There is something very endearingly straightforward about classical arts — be it performing or visual arts. What you see is what you get and the refined nuances are a fabulous celebration of the distillation. The strict codification too has a lot to do with this scenario. In contemporary visual arts, there is still a huge expanse of grey area that is still in search of a language that it can command as its very own.
I feel that contemporary arts are passing through a phase of transition, where in symbols, metaphors are being developed and in language terms, words and contexts are being found to define what is often indefinable. But surely this floundering will eventually result in the creation of forms that will be regional in their rootedness and universal in outreach as is evident as artists experiment with form and styles. This week there are four such prime exhibitions that opened that are diverse in their thought and presentation, but the quest is evident: Solo shows by Saba Hasan, Surinder Kaur, K.K. Gandhi and Abhinav Chowbey.
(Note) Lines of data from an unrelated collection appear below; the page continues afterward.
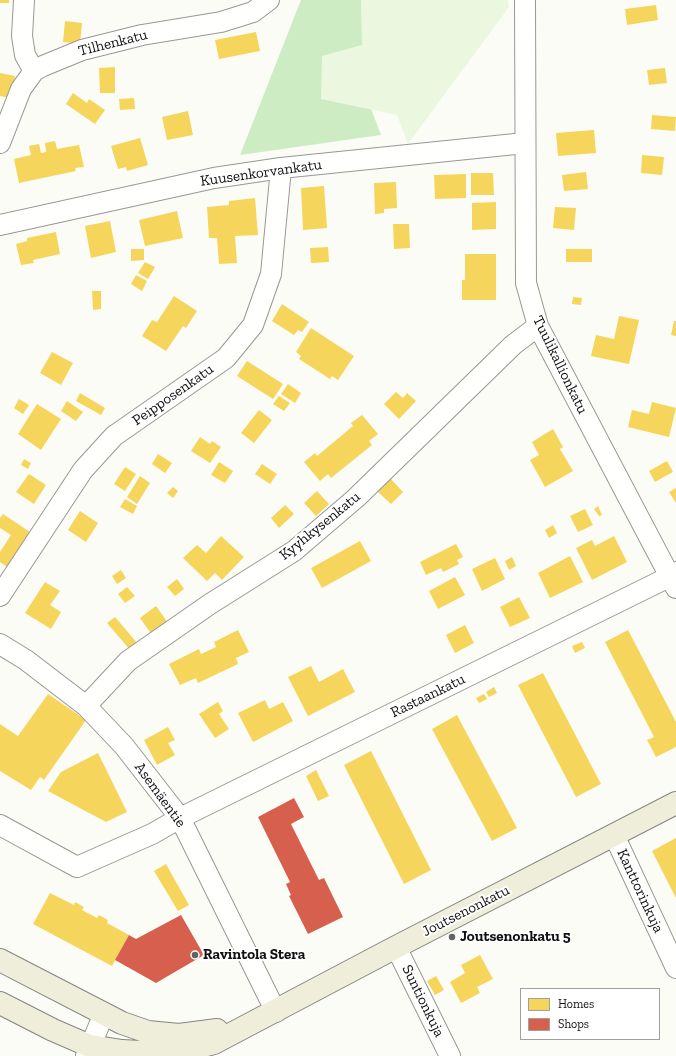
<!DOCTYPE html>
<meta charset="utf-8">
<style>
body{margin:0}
#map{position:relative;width:676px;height:1056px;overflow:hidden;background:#fcfcf7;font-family:"Zilla Slab",serif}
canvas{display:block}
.legend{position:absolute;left:520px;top:988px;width:140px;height:52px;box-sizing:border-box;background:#fff;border:1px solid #a0a0a0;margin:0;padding:5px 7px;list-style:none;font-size:12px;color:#111}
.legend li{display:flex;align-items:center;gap:8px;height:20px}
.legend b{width:20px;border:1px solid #a0a0a0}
</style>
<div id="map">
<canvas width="676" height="1056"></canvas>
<ul class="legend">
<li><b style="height:11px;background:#f6d55c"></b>Homes</li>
<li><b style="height:11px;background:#d6604d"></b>Shops</li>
</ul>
</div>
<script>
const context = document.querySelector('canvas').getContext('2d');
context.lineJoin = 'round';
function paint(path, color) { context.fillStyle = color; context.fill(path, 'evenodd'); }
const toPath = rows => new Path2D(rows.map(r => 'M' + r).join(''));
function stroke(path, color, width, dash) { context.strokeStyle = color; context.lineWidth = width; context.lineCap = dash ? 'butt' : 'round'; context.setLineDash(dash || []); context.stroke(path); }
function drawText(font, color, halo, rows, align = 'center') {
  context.font = font + ' "Zilla Slab",serif'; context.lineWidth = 4; context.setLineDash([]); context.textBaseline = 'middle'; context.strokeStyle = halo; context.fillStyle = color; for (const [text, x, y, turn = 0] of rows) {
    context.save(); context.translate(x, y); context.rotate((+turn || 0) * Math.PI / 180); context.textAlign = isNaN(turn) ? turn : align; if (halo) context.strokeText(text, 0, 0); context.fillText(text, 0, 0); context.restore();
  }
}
paint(toPath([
 [301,0,416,0,356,69,381,135,240,155]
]), '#ceecc3');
paint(toPath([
 [361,0,508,0,509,7,408,144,397,115,321,99,322,56,362,45]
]), '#ebf8df');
paint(toPath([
 [0,0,9,0,9,3,0,3],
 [656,5,658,20,627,25,625,9],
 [65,21,82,23,80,44,63,42],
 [256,32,260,51,219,59,215,40],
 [115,67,115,93,100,93,99,68],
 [665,68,667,83,649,85,647,70],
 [0,73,15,76,11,98,0,96],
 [73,93,87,103,89,99,105,110,95,124,66,104],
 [134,98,135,109,120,110,119,99],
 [188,111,193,135,167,140,162,117],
 [652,115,676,117,675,131,651,129],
 [594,130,596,153,558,156,556,133],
 [140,138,148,165,127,171,126,167,118,169,111,146],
 [55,141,57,149,79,145,84,167,75,168,76,171,19,183,14,159,31,155,29,146,39,144,41,153,46,152,45,143],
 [642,155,664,157,662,175,641,173],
 [586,172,588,189,564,191,562,175],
 [471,173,493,173,494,195,471,195],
 [466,174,466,198,435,199,434,175],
 [396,182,397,208,384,209,384,213,375,214,374,183],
 [324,186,327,228,303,230,301,188],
 [255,198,258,235,235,236,237,263,219,264,217,238,209,238,207,207,229,205,229,201],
 [496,202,496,229,472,230,472,203],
 [555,207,576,208,574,230,553,228],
 [177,211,183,238,145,246,139,220],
 [110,221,116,252,91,258,85,226],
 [393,224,409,224,410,248,394,249],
 [56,232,60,254,33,260,34,263,21,265,16,244,27,241,27,238],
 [328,247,329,262,311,263,310,248],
 [131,249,144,249,144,260,131,261],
 [566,249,592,249,592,262,566,262],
 [465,254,496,254,496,300,462,300,462,280,465,280],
 [145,262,155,267,148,279,138,273],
 [136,275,147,281,142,291,131,284],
 [92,291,101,291,101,309,93,310],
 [174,296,197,311,186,328,183,326,166,351,142,336,152,320,157,322],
 [573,297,582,298,581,305,572,304],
 [282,304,309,322,302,332,298,330,294,335,272,321],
 [619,316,639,320,629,364,591,356,596,335,614,339],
 [674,321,676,321,676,336,671,335],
 [311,328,354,356,338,380,332,376,330,379,299,359,301,356,296,352],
 [52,352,73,363,61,385,40,373],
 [247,361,283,384,273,399,237,376],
 [288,384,301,393,295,403,281,394],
 [396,392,403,398,407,393,416,401,399,419,384,404],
 [80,393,105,408,101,415,76,401],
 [279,396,290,403,284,411,273,404],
 [19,399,29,405,23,414,14,408],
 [67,401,83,412,76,421,61,411],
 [652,402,676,408,669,437,628,427,632,410,649,414],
 [37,404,61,419,41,450,18,434],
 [259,410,272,420,254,443,241,433],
 [362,415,378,434,369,441,372,445,331,478,328,474,320,481,304,462,315,453,317,456,353,426,351,423],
 [553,429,563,447,560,449,573,471,545,487,530,460,539,455,532,442],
 [200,437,210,444,212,441,221,447,210,463,191,451],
 [158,454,172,463,165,473,152,464],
 [24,459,31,463,28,469,21,465],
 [667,461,673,472,655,482,649,471],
 [219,462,233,471,225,483,211,475],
 [262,464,277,474,270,484,255,474],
 [125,467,136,474,125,491,114,484],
 [29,474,46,485,34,504,16,492],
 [140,476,150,483,137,504,127,497],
 [390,478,403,492,391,504,377,491],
 [173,487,178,491,173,498,167,493],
 [676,488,676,503,669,492],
 [317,491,329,504,316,516,304,503],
 [125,499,137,506,133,514,120,507],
 [285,505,294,514,279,528,271,518],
 [598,506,602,515,599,516,594,509],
 [585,509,593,525,578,532,570,516],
 [80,511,98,523,86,542,68,530],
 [3,514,30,532,7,567,0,562,0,552,11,535,0,528,0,518],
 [553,525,557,533,549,538,545,530],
 [221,536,244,557,222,580,215,573,207,581,183,558,197,545,206,553],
 [614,536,627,562,592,580,576,548,592,540,595,546],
 [360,541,371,561,322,588,311,568],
 [456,544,463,557,457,560,459,564,443,572,441,568,426,575,420,562],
 [570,556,583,582,550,598,538,573],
 [512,557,516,566,509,570,505,561],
 [495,558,505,579,482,591,472,569],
 [121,570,126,578,117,584,112,576],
 [455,577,465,595,438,609,429,591],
 [177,579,184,589,175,596,167,587],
 [45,582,60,591,50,605,61,612,51,629,25,613],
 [127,587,135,596,125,603,118,594],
 [519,597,530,618,510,627,500,607],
 [156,606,168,623,152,635,140,618],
 [115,617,138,644,131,651,107,623],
 [465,625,474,643,455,653,446,635],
 [238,630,249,652,236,658,238,664,198,683,196,678,180,685,169,664,199,649,201,654,216,647,214,642],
 [628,630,676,722,676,747,656,757,647,740,654,737,605,642],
 [582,642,585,648,575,653,572,646],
 [311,666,319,682,343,669,355,692,308,716,288,677],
 [543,673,601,784,576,797,518,685],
 [494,687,497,693,489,697,486,692],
 [48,694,86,720,44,780,40,777,31,790,0,771,0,724,18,736],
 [484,694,487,699,479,703,476,698],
 [265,700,269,709,283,702,293,721,253,742,238,713],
 [218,702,223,711,219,714,229,729,215,738,199,714],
 [457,715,517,828,492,841,432,729],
 [168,727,175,740,168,743,175,755,157,765,144,740],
 [371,751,431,870,404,884,344,765],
 [98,753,127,812,106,822,48,791,61,772],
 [316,770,329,796,318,801,306,776],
 [676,838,676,898,652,851],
 [166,864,189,905,178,911,154,871],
 [50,893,74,905,75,902,84,907,82,910,97,918,99,915,108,920,107,923,129,935,112,966,33,924],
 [480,955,493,979,477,987,480,993,461,1003,450,982,465,973,461,965],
 [436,976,444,990,435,995,427,981]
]), '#f6d55c');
paint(toPath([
 [294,798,304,817,291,824,319,880,324,878,343,917,308,934,289,896,291,895,286,884,290,882,258,817],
 [181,915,204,955,156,983,115,960,129,935,136,939]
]), '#d6604d');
const minor = toPath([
 [24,0,22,36,25,55,34,71],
 [525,0,526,283,538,326,676,588],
 [0,143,21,89,34,71,43,66,82,50,142,35,221,22,253,12,269,0],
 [0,225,214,178,281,168,525,143],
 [0,596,83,470,114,436,226,358,253,325,271,274,281,168],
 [0,644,26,660,86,706,124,746,180,818,276,1012],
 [86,706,128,661,210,604,294,551,356,498,513,345,538,326],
 [0,825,77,867,152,834,180,818,669,577,676,572],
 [614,835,676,968],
 [396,947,450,1056],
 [86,1056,104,1014]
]);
const major = toPath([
 [0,960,122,1023,148,1032,179,1035,217,1030],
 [0,1003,53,1030,90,1046,122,1051,158,1053,184,1051,214,1043,396,947,676,803]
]);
stroke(minor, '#979795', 22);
stroke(major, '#848482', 24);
stroke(minor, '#fffffe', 20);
stroke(major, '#eeeeda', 22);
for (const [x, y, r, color] of [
 [452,937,4,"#636362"],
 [195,955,4,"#636362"]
]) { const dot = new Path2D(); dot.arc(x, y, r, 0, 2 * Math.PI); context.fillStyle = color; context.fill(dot); stroke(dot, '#fff', 1.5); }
drawText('15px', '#111', '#fff', [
 ["Tilhenkatu",113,43,-14],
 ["Kuusenkorvankatu",261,173,-8],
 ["Tuulikallionkatu",560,365,64],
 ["Peipposenkatu",173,395,-35],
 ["Kyyhkysenkatu",320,526,-39],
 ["Rastaankatu",428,696,-26],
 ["Asemäentie",160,795,54],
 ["Kanttorinkuja",640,891,65],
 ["Joutsenonkatu",466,911,-27],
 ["Suntionkuja",423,1001,64]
]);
drawText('bold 15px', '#111', '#fff', [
 ["Joutsenonkatu 5",460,937],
 ["Ravintola Stera",203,955]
], 'left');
</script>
Gandhi captures with amazing singularity of purpose the most important part of the plethora of images that the mind’s eye is inundated with. His essential mindscape is the stunning beauty of Kashmir, but here too he pares it down to the basic minimum of this inherent simplicity expressed with deep emotion and incredible dexterity.
One can almost reach out and touch grass and be a part of the rolling meadows. Young Abhinav on the other hand, uses a colour palette that is vibrantly rural Indian in context, but his deft handling is far from rural. It smacks of a highly urbane and trained mind as he dips into memories from another time and traverses several spaces with ease.
Saba continues to touch upon the possibilities, which often transcend our cognitive powers and leave us uncertain; aware of multiple interpretations, yet doubtful of the real meaning, often tentative and even afraid. The text has now acquired another dimension as in some works she has used the whole book as material to express herself. Books are tied up, locked away, fossilised, cut up, burnt, wrapped and some embalmed for posterity. The intention is to raise doubts concerning what commonly passes as knowledge or is considered to be the absolute truth; the works suggest fragility and only hint towards what is worth preserving in the worn out repository of human ideas and emotions. Her main concern, is to go beyond the accepted, the known and to explore fresh horizons in art.
Throughout the history of India, the arts have been interwoven with societal existence.
Women have and continue to play an integral role in the realisation of the human creative modus. From the rural hinterlands and regional dispersion of diverse, yet interlinked folk and tribal art forms, to the burgeoning, bustling metropolises of the modern Bharat, female practitioners and artists glean the inter-nexus of the traditional and contemporary fusion of the visual arts.
There’s often a very crucial paradox that needs to be considered in this very context of painting a world with water colours. It emanates from the fact that most contemporary artists feel that they are suffering from a void with a hereditary realistic marriage of obviousness to beauty. But for Surinder Kaur, and the abstractionist that she is, there’s usefulness and pleasure in making a framed cohesive creation.
A contemporary artist is often tempted to turn the watercolour to moorings at the risk of bordering on the sublimely impractical and beauty that is independent of any purpose.
And yet, synonymous are the sensible demands that continue to be thrust on the artist, so that such an exercise can be made a promise of intent.
For in the case of women, art and craft are not separate entities, and the collective consciousness merges with that of the individual to bring out universal concerns. It becomes the unifying principle within the art historical tradition, where upon the hitherto failure to acknowledge the pivotal component and contribution by women artists of all definitions has been and shall continue to be undermined.